(Stored items)
○ ○ ○
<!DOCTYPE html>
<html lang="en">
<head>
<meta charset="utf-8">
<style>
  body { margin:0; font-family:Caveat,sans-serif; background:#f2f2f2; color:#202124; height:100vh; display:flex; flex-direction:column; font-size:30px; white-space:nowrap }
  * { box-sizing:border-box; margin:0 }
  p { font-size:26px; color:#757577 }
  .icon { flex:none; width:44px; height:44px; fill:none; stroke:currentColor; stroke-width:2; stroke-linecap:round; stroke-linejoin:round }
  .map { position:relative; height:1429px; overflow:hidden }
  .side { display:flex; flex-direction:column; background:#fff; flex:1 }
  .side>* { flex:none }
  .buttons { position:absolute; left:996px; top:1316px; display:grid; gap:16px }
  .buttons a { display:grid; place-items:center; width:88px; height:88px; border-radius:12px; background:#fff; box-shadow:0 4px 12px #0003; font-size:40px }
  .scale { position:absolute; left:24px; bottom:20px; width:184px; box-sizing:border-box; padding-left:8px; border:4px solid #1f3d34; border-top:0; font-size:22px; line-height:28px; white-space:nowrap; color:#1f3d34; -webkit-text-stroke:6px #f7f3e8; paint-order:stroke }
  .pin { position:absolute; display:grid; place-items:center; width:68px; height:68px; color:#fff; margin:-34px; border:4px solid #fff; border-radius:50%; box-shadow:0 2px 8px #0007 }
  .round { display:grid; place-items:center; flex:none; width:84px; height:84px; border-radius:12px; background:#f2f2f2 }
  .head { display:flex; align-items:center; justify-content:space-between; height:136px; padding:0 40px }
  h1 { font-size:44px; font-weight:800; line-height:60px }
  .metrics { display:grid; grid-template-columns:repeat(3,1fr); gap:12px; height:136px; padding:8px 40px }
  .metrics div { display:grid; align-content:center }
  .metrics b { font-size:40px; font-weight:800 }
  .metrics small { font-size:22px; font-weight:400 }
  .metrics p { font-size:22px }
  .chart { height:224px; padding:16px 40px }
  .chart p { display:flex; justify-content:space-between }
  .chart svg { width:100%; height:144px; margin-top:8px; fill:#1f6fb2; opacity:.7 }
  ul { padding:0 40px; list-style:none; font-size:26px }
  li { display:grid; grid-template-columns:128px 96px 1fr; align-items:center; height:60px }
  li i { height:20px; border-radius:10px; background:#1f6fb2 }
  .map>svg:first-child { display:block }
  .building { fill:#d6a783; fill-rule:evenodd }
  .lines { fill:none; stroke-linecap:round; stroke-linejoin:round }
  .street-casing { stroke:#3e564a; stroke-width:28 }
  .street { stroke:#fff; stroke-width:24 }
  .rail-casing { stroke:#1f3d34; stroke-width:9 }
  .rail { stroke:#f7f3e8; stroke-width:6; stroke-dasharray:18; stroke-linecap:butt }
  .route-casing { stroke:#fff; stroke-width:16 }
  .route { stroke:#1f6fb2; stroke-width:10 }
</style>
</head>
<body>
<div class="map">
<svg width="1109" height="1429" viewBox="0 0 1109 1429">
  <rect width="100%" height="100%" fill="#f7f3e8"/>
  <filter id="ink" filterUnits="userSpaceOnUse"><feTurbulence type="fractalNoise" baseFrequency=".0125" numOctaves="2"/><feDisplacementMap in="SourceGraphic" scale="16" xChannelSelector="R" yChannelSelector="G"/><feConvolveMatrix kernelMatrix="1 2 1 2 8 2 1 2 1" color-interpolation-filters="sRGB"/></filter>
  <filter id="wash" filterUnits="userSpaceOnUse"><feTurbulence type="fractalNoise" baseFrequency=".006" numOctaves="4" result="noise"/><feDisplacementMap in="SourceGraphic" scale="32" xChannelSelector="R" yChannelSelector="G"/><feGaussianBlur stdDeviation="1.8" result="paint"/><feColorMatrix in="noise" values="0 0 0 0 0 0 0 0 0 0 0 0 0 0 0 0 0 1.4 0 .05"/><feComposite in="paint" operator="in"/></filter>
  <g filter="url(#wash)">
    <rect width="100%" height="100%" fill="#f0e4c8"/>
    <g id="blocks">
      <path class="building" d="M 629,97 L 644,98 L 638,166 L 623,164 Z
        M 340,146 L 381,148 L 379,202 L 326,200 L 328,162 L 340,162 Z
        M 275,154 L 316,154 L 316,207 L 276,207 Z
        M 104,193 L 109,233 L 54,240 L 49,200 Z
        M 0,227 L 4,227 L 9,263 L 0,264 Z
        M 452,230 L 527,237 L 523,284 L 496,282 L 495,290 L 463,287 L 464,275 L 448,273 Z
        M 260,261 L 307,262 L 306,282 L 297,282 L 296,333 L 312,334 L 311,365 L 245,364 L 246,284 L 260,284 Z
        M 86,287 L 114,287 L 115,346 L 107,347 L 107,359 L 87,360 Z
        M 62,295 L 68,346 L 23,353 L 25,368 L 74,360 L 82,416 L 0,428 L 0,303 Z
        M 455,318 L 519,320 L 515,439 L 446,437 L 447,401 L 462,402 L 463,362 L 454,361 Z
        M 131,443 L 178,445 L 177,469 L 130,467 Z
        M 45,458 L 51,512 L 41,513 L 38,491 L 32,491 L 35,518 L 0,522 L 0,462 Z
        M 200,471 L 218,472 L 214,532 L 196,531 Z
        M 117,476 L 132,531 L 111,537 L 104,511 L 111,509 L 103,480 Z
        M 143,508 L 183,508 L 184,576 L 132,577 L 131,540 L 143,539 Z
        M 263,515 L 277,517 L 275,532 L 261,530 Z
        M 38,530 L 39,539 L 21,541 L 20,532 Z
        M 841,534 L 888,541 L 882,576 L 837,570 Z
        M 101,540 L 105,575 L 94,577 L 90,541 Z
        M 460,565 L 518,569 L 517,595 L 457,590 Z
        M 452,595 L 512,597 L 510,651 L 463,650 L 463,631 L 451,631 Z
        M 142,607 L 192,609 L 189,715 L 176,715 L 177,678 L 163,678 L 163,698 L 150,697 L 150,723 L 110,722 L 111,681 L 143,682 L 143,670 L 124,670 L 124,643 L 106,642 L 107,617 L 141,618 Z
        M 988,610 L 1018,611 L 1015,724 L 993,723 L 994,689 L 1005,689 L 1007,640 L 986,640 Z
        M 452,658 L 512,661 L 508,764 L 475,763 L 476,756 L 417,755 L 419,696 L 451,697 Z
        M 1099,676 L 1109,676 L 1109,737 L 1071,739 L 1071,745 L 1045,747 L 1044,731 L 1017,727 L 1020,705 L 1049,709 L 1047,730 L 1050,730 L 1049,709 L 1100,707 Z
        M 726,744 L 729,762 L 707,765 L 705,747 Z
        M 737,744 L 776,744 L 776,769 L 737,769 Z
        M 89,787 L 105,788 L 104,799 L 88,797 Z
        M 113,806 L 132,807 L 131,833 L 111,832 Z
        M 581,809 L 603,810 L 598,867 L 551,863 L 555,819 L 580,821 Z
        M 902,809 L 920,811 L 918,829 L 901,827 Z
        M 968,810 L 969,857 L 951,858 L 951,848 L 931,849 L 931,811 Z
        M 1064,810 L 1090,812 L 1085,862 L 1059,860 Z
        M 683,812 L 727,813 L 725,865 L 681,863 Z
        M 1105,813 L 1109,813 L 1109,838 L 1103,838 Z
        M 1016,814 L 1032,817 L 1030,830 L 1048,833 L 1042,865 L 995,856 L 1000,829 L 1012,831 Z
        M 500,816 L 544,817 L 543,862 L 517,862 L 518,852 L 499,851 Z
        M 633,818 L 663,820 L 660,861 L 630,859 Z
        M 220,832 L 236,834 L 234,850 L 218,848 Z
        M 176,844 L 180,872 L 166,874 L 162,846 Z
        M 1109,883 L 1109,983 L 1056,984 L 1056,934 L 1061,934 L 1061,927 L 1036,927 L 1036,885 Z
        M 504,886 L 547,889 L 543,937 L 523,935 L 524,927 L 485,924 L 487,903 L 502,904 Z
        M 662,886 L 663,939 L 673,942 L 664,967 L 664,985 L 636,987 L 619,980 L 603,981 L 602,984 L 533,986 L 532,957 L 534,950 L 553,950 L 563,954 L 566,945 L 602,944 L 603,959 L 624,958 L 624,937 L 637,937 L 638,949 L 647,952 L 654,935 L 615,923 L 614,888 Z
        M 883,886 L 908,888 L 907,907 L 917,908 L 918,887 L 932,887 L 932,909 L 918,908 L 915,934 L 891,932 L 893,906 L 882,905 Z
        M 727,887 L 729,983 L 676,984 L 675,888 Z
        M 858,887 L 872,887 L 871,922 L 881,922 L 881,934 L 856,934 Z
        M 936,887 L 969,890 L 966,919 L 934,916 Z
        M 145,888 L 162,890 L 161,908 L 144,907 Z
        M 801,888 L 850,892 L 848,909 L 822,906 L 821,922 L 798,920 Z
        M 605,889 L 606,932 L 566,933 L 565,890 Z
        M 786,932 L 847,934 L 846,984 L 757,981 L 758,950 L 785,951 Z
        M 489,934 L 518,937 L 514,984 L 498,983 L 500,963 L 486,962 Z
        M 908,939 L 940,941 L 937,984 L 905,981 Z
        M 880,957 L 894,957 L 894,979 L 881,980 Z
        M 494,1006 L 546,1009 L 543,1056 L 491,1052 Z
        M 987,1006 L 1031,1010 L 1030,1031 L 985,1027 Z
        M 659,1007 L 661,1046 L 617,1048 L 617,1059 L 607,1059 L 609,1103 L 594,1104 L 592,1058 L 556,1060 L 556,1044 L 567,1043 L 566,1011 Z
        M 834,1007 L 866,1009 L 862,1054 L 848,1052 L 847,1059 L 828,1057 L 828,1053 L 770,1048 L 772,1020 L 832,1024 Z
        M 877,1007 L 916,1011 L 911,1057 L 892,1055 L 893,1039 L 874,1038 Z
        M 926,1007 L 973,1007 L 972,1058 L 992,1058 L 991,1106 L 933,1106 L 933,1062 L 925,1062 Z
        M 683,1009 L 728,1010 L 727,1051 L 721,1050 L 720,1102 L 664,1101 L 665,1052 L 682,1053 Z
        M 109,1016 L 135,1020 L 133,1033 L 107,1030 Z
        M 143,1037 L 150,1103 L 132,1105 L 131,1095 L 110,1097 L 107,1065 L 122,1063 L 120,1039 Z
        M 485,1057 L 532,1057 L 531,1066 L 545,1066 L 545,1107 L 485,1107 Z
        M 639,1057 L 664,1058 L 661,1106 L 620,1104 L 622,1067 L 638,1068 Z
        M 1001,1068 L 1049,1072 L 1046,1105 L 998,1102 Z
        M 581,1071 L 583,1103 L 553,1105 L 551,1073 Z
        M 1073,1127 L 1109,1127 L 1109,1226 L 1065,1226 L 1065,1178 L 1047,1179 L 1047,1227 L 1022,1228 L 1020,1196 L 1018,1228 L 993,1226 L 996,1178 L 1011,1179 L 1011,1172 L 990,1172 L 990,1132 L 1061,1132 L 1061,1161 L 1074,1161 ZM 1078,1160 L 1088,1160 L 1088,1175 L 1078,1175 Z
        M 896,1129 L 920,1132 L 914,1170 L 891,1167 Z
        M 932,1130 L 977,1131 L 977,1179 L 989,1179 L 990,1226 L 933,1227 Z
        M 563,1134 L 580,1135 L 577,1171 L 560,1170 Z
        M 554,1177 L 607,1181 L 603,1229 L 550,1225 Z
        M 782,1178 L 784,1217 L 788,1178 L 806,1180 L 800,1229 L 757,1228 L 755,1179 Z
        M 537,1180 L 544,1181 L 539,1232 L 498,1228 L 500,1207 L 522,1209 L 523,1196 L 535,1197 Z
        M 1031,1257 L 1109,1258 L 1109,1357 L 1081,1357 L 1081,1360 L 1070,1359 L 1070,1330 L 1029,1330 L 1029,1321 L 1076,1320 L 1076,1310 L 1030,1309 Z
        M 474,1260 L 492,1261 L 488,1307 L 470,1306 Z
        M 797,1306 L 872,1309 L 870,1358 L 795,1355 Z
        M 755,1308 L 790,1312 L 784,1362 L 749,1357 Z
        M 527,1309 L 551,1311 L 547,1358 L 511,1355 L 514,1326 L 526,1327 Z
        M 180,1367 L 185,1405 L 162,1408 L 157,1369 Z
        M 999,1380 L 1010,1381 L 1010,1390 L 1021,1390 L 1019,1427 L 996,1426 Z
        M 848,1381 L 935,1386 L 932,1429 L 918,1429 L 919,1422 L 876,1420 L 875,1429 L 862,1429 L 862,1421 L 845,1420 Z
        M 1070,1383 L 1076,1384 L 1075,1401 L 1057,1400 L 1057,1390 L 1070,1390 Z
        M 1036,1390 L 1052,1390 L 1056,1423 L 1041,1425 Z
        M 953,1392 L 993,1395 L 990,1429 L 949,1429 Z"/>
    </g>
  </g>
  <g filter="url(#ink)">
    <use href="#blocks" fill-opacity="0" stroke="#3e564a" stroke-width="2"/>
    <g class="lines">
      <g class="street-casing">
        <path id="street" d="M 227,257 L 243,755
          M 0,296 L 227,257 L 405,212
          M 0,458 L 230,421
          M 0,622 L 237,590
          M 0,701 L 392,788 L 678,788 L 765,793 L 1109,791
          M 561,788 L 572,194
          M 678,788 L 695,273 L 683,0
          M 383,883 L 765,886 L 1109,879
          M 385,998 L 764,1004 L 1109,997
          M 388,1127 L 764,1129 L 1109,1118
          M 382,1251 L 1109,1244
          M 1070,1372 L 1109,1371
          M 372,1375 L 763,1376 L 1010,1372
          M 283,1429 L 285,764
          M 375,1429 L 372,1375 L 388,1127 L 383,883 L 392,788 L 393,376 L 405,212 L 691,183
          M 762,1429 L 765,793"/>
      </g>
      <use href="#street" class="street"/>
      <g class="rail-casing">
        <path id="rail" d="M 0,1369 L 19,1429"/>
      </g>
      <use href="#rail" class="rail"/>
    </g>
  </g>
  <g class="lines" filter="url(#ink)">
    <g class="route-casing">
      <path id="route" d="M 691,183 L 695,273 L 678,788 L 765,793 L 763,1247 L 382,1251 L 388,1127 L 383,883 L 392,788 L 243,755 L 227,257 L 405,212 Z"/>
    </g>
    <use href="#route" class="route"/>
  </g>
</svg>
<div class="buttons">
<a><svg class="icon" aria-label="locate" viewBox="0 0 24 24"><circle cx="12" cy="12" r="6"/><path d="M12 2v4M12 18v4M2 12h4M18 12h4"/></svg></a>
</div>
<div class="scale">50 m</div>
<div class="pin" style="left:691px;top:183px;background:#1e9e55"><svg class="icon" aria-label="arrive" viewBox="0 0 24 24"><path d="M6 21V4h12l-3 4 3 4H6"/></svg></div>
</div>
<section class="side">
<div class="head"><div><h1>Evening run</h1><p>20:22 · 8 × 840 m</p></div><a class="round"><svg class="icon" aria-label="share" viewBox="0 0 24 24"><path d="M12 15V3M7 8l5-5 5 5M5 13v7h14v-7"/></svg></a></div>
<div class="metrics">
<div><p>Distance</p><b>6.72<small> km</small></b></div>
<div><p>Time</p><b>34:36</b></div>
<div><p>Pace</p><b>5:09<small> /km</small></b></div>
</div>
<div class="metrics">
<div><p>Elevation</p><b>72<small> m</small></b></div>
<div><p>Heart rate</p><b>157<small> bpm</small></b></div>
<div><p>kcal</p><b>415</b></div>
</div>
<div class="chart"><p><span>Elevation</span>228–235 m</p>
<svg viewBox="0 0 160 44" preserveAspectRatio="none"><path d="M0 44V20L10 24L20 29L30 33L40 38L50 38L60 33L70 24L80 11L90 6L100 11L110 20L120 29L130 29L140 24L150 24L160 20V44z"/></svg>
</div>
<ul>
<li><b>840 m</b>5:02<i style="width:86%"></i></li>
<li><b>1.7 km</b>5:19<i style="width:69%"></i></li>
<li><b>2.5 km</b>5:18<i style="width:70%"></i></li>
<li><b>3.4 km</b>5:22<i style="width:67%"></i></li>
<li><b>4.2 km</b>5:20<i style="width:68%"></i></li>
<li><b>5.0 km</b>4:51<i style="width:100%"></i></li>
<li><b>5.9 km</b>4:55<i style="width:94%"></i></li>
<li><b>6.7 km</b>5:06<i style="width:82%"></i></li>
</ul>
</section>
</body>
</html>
○ ○ ○
### What is being asked
Return exactly, and only, the lines above starting at the line that contains "display:grid; place-items:center; flex:none;" and ending at the line that contains "height:20px; border-radius:10px; background:#1f6fb2".

### Result for this task
  .round { display:grid; place-items:center; flex:none; width:84px; height:84px; border-radius:12px; background:#f2f2f2 }
  .head { display:flex; align-items:center; justify-content:space-between; height:136px; padding:0 40px }
  h1 { font-size:44px; font-weight:800; line-height:60px }
  .metrics { display:grid; grid-template-columns:repeat(3,1fr); gap:12px; height:136px; padding:8px 40px }
  .metrics div { display:grid; align-content:center }
  .metrics b { font-size:40px; font-weight:800 }
  .metrics small { font-size:22px; font-weight:400 }
  .metrics p { font-size:22px }
  .chart { height:224px; padding:16px 40px }
  .chart p { display:flex; justify-content:space-between }
  .chart svg { width:100%; height:144px; margin-top:8px; fill:#1f6fb2; opacity:.7 }
  ul { padding:0 40px; list-style:none; font-size:26px }
  li { display:grid; grid-template-columns:128px 96px 1fr; align-items:center; height:60px }
  li i { height:20px; border-radius:10px; background:#1f6fb2 }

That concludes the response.